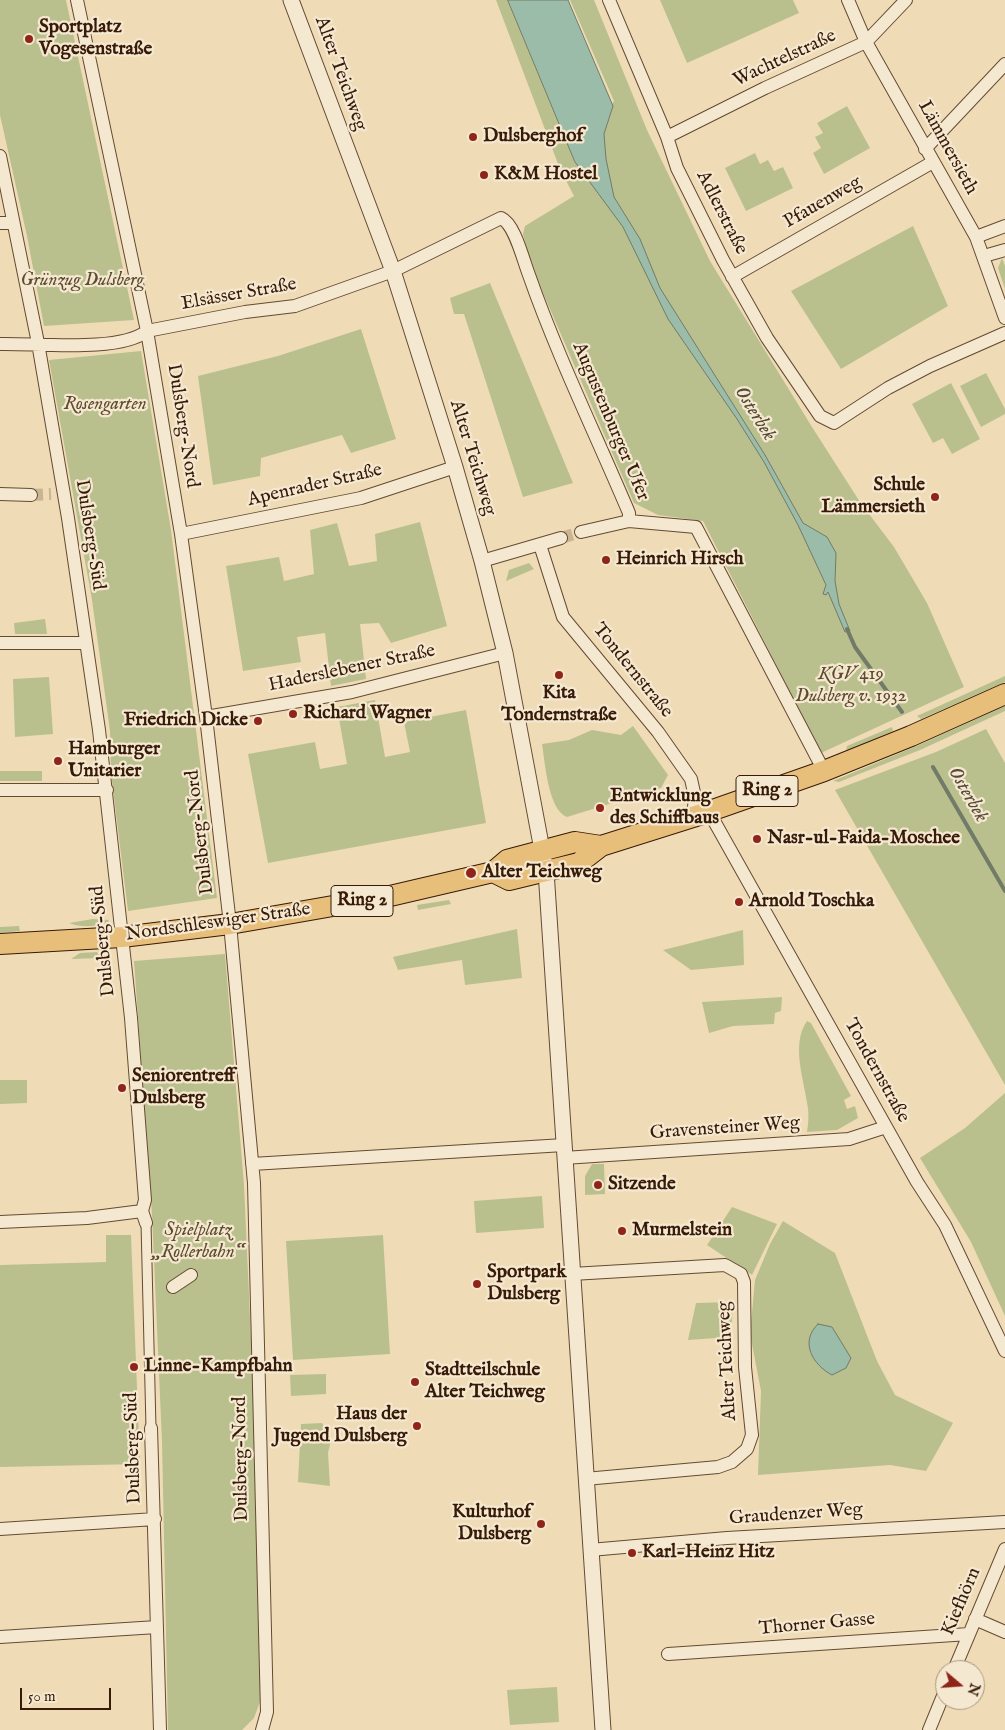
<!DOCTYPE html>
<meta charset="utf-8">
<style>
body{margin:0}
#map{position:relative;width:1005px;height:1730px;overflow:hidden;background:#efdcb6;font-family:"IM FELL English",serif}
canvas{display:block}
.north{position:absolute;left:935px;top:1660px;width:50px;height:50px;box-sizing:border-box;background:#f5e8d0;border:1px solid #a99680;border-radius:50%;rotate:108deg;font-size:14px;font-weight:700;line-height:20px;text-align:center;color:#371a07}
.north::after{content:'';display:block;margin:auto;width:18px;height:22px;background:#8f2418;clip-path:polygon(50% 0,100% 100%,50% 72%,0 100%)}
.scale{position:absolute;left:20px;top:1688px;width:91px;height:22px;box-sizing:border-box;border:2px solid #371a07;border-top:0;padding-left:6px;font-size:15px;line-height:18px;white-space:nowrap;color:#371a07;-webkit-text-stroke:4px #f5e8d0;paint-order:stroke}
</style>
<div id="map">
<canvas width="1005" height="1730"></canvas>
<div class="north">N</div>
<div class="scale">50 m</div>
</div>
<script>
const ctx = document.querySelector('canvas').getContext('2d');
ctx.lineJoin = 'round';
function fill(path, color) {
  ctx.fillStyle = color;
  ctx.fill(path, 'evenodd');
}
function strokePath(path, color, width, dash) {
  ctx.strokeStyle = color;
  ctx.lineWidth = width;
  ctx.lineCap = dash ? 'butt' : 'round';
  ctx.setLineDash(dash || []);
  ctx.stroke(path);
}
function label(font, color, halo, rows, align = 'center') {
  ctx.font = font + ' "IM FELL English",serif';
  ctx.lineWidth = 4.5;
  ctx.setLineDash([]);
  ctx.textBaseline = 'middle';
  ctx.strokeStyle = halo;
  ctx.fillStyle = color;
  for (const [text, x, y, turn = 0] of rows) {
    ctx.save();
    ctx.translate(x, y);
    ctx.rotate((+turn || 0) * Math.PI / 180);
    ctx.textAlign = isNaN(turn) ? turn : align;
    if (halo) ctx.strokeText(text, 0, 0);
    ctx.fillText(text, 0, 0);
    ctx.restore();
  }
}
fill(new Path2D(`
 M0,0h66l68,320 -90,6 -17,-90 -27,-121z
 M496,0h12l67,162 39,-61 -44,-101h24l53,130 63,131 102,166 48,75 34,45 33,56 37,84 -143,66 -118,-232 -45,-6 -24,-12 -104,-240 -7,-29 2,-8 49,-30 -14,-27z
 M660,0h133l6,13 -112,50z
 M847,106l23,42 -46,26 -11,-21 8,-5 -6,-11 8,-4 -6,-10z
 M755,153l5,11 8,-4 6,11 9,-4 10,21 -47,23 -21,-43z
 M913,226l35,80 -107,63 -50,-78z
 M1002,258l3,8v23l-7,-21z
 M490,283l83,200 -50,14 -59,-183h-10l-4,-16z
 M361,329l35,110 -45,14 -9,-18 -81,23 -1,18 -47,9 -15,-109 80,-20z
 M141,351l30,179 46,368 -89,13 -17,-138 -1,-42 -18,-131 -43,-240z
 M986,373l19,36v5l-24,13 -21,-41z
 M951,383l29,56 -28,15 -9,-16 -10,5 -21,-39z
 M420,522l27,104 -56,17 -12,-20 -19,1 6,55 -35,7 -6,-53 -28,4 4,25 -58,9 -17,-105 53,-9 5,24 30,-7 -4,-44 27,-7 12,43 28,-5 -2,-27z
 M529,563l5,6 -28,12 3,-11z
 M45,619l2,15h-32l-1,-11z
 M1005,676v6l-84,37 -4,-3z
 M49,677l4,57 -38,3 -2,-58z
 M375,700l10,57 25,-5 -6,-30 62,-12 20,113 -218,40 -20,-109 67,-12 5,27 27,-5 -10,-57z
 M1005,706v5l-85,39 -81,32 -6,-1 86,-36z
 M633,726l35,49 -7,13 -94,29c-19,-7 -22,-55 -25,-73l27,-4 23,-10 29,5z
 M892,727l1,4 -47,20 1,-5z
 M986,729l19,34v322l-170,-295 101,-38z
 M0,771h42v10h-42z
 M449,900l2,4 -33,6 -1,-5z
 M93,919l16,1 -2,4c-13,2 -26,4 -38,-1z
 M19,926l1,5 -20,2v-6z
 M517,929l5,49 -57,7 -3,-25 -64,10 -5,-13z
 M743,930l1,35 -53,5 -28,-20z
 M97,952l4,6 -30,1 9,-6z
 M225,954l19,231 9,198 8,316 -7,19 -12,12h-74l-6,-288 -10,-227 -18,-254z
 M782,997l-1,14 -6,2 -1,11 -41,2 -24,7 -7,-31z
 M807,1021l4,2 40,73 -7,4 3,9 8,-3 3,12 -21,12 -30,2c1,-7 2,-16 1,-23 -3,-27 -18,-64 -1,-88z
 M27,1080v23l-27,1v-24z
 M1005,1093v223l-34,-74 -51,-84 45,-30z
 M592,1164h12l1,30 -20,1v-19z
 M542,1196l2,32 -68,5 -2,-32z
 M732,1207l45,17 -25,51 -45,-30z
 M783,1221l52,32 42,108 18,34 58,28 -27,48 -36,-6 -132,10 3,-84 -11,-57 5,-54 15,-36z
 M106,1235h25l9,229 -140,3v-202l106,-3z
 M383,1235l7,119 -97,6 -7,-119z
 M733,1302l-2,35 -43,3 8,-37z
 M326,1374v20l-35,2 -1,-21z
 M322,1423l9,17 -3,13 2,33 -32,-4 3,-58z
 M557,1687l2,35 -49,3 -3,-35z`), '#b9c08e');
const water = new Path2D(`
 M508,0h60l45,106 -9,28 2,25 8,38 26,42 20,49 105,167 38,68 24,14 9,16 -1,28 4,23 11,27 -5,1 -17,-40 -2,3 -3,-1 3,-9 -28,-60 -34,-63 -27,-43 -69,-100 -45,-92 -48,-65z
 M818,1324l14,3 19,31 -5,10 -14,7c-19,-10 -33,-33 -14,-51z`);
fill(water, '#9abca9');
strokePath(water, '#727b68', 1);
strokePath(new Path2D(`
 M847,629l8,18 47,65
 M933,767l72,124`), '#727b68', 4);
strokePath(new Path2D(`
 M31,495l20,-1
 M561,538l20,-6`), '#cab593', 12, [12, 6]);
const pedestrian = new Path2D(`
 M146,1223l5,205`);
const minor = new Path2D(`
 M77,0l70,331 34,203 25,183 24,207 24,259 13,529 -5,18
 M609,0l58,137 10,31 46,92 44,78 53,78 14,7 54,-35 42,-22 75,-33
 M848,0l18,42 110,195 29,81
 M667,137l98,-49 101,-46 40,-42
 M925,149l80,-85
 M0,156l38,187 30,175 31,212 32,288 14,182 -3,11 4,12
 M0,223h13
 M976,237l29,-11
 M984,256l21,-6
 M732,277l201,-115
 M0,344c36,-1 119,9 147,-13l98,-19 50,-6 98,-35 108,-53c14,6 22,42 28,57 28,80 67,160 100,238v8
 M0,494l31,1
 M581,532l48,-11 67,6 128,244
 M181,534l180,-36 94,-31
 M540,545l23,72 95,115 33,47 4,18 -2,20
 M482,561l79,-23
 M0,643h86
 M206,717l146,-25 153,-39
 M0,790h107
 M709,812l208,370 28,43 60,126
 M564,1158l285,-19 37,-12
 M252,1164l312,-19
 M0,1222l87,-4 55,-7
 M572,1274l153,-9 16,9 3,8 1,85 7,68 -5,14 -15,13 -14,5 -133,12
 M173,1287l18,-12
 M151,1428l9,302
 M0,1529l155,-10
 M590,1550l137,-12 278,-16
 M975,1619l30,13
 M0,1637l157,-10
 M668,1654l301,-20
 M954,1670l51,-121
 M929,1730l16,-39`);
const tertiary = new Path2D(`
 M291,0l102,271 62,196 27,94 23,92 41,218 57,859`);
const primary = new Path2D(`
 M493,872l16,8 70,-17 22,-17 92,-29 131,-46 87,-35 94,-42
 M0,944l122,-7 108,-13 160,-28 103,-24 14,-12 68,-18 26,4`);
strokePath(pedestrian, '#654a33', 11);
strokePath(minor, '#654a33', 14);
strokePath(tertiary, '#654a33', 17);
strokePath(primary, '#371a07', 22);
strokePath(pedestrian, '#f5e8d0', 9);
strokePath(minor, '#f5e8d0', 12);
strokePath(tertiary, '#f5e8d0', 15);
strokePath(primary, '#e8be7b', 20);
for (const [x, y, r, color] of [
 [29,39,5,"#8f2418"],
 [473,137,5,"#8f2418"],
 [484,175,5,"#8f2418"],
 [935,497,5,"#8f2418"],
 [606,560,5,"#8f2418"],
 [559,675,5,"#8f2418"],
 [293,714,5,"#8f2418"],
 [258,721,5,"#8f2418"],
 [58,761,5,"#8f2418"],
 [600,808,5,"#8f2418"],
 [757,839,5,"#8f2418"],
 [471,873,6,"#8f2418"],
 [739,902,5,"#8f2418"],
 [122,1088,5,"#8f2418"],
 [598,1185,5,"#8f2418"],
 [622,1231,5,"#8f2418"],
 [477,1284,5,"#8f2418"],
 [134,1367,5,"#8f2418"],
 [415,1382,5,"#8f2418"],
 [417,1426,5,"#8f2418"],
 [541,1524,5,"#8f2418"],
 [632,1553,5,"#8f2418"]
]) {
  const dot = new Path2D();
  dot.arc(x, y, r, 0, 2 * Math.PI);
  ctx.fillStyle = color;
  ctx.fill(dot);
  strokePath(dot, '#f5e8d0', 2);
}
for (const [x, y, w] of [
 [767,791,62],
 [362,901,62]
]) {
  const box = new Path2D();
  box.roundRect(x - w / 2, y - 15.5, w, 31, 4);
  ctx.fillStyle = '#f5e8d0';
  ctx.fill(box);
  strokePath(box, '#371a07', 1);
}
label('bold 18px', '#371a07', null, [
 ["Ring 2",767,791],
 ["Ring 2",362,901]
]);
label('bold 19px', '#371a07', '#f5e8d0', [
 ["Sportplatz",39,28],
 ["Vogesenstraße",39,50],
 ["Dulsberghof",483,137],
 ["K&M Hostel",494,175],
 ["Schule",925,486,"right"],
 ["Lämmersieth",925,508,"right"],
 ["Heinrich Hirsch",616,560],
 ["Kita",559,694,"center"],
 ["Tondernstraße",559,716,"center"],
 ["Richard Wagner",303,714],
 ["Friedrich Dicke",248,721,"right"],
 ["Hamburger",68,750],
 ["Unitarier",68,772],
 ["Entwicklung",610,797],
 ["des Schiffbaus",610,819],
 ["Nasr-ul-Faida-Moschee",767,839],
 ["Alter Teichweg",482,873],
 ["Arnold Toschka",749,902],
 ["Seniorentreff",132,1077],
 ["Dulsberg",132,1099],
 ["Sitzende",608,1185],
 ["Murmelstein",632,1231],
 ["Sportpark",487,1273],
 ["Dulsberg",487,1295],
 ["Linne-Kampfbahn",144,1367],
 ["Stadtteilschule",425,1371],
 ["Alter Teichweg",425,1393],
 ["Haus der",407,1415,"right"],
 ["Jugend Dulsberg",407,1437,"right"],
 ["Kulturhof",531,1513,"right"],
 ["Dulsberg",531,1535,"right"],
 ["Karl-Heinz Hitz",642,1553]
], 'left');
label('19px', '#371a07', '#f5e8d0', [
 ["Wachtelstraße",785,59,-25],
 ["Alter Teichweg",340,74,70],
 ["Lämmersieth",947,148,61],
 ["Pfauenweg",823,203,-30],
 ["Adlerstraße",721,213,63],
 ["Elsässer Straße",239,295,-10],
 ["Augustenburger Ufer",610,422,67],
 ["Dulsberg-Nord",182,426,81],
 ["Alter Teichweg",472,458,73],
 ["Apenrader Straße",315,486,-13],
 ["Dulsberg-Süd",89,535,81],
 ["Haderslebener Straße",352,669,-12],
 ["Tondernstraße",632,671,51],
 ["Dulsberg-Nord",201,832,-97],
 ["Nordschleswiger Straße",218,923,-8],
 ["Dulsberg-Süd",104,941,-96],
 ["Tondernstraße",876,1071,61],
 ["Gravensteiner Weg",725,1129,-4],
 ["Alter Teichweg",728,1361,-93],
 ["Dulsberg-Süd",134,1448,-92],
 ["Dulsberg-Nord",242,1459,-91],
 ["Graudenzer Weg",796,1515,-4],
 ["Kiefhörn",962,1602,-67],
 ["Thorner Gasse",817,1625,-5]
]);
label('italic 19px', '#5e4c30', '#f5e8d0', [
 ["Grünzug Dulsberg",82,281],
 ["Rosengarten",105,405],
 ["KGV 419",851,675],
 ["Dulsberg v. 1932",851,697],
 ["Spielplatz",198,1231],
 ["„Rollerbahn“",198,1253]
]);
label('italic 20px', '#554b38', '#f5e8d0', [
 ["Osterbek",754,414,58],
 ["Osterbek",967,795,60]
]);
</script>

» **WORK INSTRUCTIONS**: Gather every line from the listing above in which "setLineDash" appears, and copy those lines.

» **YOUR SOLUTION**:
  ctx.setLineDash(dash || []);
  ctx.setLineDash([]);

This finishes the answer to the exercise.